Language Reference

This is a lookup reference for PyPlyne syntax, shapes, verbs, and expression forms. For a learning path, use the Language Guide.

Quick Index

Need	Use
Mark Python iterable data	`name = seq expression`
Mark table-shaped data	`name = df expression`
Pipe to a function	`value
Pipe to a method	`value
Sequence transform	`map`, `filter`, `reduce`
Record field transform	`set_fields`, `drop_fields`, `keep_fields`
Table transform	`where`, `mutate`, `select`, `group_by`, `summarize`, `arrange`
Table/sequence boundary	`to_rows()`, `to_table()`
Keep a lazy Polars plan	`defer expression`

Statements

Each statement ends at a newline.

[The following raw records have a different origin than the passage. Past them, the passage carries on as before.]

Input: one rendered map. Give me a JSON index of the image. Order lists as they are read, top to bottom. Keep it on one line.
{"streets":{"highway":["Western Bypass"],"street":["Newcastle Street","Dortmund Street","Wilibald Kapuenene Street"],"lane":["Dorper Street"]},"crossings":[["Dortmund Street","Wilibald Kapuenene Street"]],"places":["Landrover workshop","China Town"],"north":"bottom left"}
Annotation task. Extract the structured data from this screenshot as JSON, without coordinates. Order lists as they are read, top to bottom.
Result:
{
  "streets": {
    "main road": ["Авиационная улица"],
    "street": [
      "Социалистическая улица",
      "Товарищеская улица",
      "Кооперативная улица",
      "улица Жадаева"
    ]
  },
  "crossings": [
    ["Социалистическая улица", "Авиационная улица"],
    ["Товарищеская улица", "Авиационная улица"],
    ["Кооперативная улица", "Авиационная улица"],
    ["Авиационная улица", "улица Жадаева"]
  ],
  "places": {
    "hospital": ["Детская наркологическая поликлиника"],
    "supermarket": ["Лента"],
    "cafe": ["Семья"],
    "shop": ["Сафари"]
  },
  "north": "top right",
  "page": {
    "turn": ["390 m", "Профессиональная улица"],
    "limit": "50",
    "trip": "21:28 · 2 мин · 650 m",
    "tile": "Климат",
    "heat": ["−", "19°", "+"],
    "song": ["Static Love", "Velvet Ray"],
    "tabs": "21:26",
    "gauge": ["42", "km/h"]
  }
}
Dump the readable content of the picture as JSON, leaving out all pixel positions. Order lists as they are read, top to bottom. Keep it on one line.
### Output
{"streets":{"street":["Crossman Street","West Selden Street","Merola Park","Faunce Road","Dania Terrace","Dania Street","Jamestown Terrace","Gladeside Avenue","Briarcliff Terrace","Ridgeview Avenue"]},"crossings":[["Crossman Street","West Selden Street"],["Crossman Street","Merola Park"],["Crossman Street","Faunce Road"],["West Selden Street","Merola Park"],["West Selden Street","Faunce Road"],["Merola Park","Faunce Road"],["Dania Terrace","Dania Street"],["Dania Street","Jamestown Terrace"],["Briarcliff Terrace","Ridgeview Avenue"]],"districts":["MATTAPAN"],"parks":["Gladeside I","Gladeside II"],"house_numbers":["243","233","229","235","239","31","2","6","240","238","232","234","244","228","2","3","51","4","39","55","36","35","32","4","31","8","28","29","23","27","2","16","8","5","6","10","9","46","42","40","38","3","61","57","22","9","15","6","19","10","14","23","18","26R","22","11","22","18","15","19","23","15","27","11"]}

Blank lines and # comments are ignored. Source strings and generated snippets should include a trailing newline, just like checked-in .pyplyne files.

Form	Syntax	Notes
Expression	`expression`	Evaluates the expression.
Assignment	`name = expression`	Stores the evaluated result.
Import	`import package`	Supports comma-separated imports and `as` aliases.
From import	`from module import name`	Supports comma-separated names and `as` aliases.

import math as m
from pathlib import Path

answer = m.sqrt(81)
Path("data.csv").suffix

Shapes

Shapes are pipeline contracts, not Python type annotations. They tell PyPlyne which verb family may run at each pipeline step, and they normalize or validate values at runtime.

Shape	Runtime data	Valid verb family
`seq`	Non-string, non-mapping Python iterables; Polars tables become row dictionaries	Sequence verbs and record field verbs
`df`	Polars-backed table data	Table verbs
scalar	Any non-shaped value	No shape-specific verbs

Shape annotations go on the right-hand side:

numbers = seq [1, 2, 3]
sales = df read_csv("sales.csv")

df [...] turns row dictionaries into a Polars DataFrame. seq ... validates that the value is a non-string, non-mapping iterable and not a single mapping, string-like value, or scalar. Polars tables annotated as seq become row dictionaries.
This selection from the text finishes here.